LM-1 Installation and Tuning Guide
Apexi™ Power FC
Dataloggit™ Logger
13B Turbo Rotary
And Other Applications


Copyright © 2006 Justin Baltrucki
All rights reserved
First published
Dec 8, 2006









Disclaimer:
Information in this document has not been verified.
Use at your own risk. Incorrectly Adjusting the Electronic fuel injection system
can cause severe engine damage. The author assumes no liability for any
damages associated with the use of this information.


Credits:
Portions of this document show screenshots from Innovate Motorsports LM1
configuration software, as well as screenshots from the dataloggit FC-Edit
software interface.
Apexi is a registered trademark of Apexi USA Co. Ltd
LM1 is a registered trademark of Innovate Motorsports.
Dataloggit is a registered trademark of Dataloggit NZ
Acrobat Reader is a registered trademark of Adobe Systems Incorporated.
Microsoft Windows is a registered trademark of Microsoft Corporation.
All other trademarks belong to their respective owners. LM-1 Installation and Tuning Guide – Apexi PFC - Dataloggit
1. LM-1 Install
Description
This Tutorial will provide instructions for the wiring, programming and integration of the
Innovate LM1/LC-1 with an Apexi Power FC equipped with a Dataloggit logger. It will
also cover the data logging instructions, data processing and guidelines for modification
of the injection maps. This guide will not cover the physical installation of the sensor in
the exhaust system. Details for this are covered in the product manual. Data logging
rdand tuning will be performed with deactivation of the O2 feedback control on a 3
generation Mazda RX7. For this you can replace the factory O2 sensor with the LM-1
sensor. Please refer to manufacturer’s manuals for details, warnings, and other
specific information.

Dataloggit Analog Input Connections
The Dataloggit has up to 4 analog inputs. To reduce errors associated with electrical
noise, and offsets in the grounds, it is best to connect the LM-1/LC-1’s analog signal to
AN1, and connect the LM-1/LC-1’s Ground to AN-2. In the case of the LC-1, you will
need to ground both the system and the analog ground wires (white and green) to the
AN-2 and the Heater ground (red wire) to the Power FC’s ground.
Both the LM-1 and LC-1 have 2 configurable analog outputs, either of these outputs can
be configured to output to the Dataloggit. On the LM-1’s analog output cable red is
analog output 1. white is analog output 2, and the remaining wire is the ground. The LC-
1’s yellow wire is analog output 1 and brown is analog output 2.
When configured the signal will be the difference between AN1, and AN2. You will lose
an additional input however; you will improve the resolution of the signal and remove
errors associated with the ground. If you do not have available open inputs, you can use
the 0V as a common ground, and any AN input for the power.

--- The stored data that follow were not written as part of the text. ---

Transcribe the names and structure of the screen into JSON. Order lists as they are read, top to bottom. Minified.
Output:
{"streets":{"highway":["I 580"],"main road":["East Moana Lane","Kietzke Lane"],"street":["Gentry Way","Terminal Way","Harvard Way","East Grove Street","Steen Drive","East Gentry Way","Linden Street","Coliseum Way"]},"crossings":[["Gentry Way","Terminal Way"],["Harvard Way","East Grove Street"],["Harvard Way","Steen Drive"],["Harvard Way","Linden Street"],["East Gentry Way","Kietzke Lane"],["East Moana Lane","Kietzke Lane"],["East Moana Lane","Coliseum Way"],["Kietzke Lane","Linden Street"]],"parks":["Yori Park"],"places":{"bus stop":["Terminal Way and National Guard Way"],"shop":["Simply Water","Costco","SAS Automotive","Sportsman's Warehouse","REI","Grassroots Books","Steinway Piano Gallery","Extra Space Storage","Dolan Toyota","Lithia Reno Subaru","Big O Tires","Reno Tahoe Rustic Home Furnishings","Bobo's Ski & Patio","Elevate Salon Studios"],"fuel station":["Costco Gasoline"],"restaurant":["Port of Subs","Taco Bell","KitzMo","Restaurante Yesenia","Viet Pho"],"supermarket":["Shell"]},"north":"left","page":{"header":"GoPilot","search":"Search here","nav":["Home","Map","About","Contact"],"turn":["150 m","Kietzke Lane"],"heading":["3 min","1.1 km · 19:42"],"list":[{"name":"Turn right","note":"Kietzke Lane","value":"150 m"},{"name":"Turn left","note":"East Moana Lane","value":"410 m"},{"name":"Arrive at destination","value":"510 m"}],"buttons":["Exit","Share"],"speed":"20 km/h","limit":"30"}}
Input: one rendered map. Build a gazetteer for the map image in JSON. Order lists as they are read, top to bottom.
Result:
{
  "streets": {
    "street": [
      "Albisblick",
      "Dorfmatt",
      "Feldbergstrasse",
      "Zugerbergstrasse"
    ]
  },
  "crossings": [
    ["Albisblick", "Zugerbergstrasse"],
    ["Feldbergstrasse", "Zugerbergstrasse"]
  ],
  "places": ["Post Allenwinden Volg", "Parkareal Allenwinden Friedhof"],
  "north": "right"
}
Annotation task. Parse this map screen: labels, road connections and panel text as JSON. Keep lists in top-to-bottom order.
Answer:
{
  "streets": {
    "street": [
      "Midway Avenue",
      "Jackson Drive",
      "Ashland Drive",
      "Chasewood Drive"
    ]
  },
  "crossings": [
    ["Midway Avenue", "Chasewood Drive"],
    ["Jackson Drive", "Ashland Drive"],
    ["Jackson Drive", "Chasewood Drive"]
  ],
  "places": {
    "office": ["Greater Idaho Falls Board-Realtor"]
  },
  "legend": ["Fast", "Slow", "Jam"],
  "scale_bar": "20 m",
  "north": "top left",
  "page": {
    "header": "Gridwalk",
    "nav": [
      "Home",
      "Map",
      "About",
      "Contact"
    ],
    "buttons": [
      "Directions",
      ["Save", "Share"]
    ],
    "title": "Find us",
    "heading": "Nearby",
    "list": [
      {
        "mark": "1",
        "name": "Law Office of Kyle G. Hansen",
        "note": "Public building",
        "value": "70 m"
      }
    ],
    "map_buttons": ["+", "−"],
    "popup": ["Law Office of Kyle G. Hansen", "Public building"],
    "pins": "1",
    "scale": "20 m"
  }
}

Figure 2. Dataloggit Analog Input Connections
Programming the Analog Output
The LM-1/LC-1 can be configured to output a linear 0-5 volt signal in proportion
to the recorded air fuel ratio. It is best to configure the output in the useable
range for a turbo rotary engine. Air fuel should not be outside of the 9 – 16:1
AFR. This section details configuration of the analog output.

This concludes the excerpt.